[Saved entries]
────────

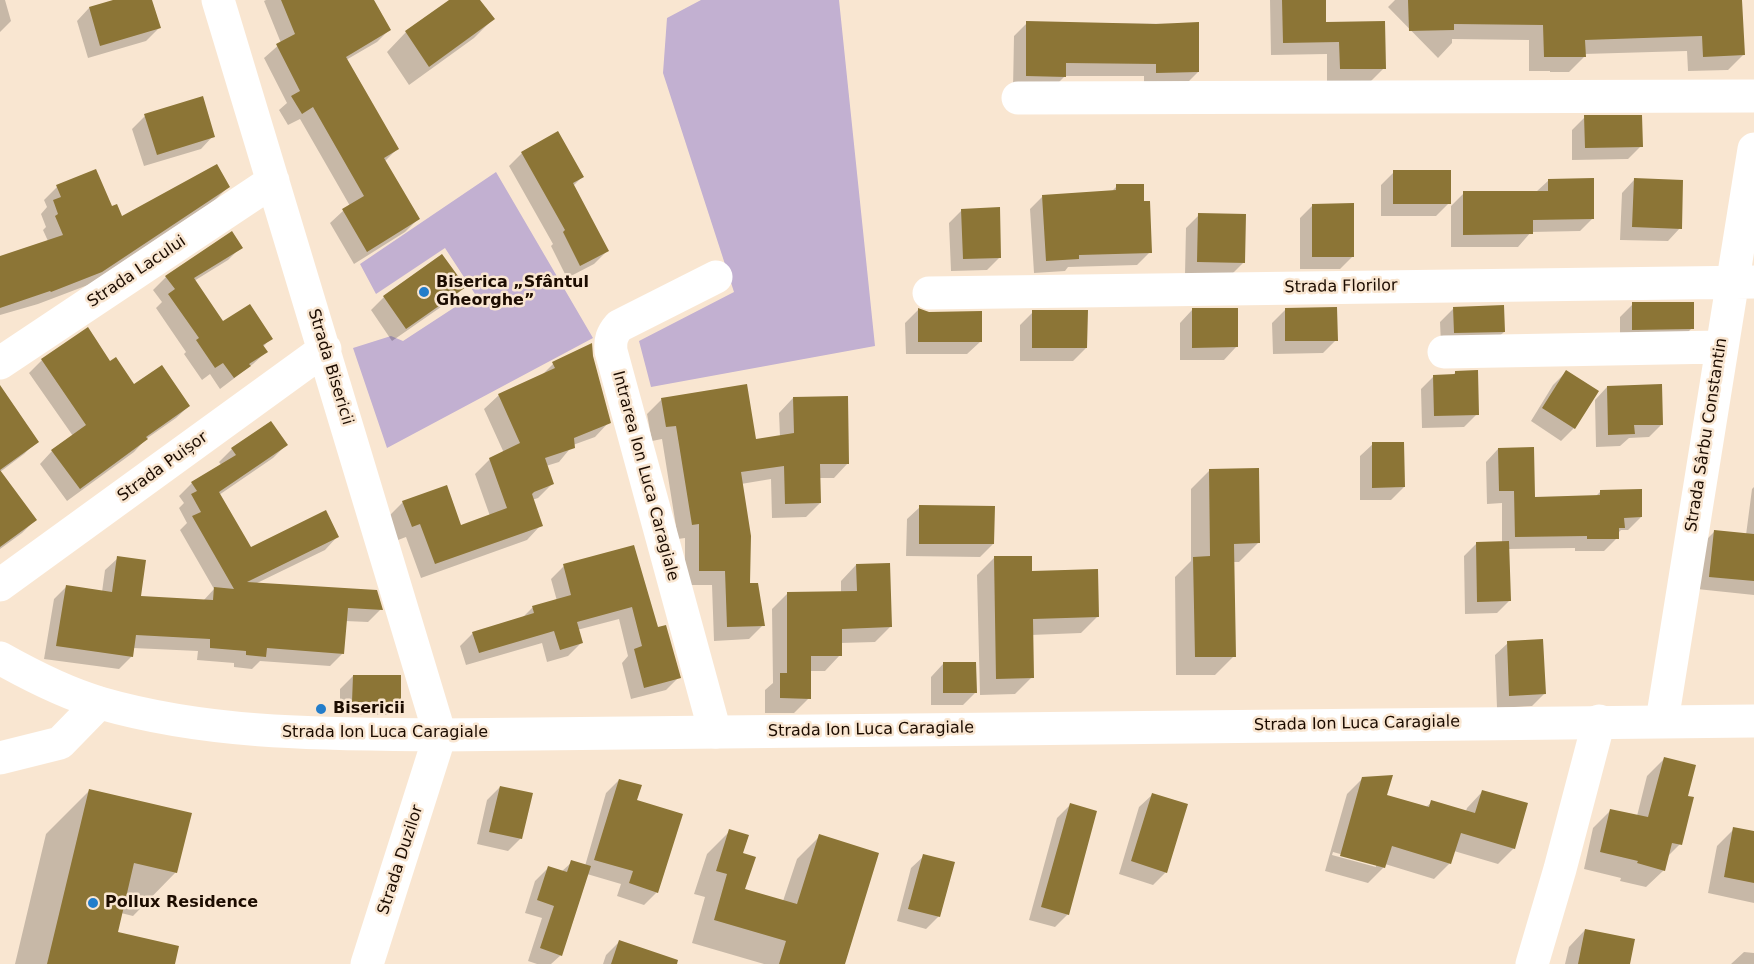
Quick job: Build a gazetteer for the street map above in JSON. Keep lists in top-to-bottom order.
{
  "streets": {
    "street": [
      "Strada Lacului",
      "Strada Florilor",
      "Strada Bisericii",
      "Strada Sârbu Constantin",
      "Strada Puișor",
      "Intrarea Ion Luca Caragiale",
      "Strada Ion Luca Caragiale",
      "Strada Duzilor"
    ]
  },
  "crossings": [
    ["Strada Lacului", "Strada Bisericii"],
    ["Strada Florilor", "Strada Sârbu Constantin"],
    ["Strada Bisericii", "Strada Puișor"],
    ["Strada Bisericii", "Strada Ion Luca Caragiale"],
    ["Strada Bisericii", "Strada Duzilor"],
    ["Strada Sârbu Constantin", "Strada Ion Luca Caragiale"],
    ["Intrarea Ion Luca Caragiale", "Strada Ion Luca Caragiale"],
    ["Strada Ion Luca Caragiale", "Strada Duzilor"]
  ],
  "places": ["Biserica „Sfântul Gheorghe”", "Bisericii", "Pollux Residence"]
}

────────

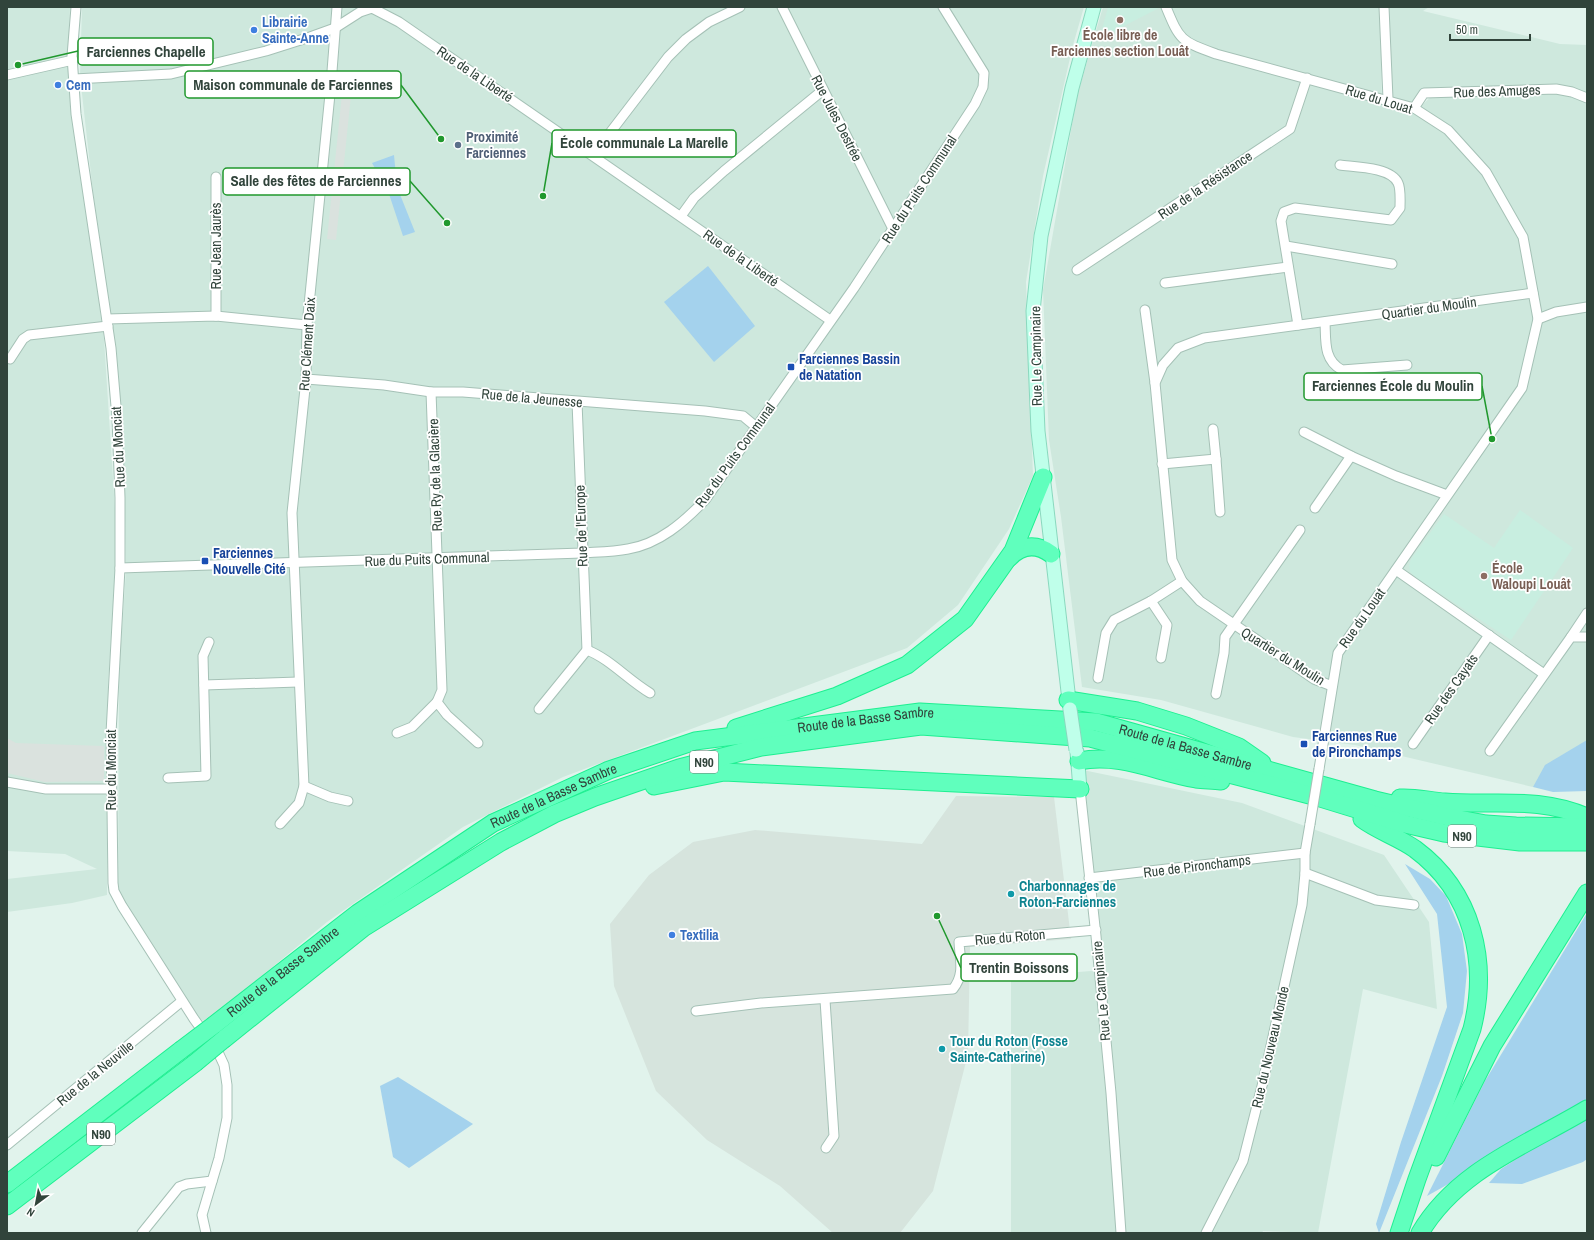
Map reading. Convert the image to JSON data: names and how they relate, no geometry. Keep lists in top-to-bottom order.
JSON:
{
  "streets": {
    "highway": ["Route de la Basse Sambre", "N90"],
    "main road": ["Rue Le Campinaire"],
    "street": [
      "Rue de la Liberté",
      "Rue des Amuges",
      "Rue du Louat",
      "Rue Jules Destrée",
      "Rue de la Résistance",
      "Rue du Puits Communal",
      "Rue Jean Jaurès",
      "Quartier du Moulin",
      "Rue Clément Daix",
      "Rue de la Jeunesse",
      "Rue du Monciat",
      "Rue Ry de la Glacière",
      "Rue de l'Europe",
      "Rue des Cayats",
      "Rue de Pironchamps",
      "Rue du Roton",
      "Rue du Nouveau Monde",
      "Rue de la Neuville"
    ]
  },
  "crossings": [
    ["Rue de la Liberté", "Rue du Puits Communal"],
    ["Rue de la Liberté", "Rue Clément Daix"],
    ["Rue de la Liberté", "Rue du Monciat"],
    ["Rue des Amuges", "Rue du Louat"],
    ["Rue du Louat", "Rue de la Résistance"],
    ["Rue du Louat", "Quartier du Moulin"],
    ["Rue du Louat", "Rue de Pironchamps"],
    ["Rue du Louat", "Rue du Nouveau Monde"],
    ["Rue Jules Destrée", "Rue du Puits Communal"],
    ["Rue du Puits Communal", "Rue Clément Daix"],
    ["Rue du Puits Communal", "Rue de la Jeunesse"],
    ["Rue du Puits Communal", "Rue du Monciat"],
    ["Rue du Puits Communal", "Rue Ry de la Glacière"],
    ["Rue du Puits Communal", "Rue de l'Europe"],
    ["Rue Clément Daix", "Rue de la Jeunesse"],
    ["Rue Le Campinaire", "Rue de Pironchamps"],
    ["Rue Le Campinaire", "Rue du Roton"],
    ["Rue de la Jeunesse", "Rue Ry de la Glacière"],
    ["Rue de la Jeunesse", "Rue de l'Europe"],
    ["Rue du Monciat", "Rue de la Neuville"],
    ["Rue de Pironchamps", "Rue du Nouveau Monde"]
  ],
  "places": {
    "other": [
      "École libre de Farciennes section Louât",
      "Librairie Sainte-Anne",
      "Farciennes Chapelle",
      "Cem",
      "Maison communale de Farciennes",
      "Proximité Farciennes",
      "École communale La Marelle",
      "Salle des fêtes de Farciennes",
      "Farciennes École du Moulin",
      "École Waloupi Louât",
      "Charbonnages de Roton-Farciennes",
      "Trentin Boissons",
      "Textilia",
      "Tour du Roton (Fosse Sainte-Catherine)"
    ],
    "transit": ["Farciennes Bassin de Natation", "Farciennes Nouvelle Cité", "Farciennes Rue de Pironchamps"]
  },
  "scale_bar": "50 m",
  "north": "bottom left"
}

────────

Find every line in the records above that contains the word "Louât", and copy each one.

      "École libre de Farciennes section Louât",
      "École Waloupi Louât",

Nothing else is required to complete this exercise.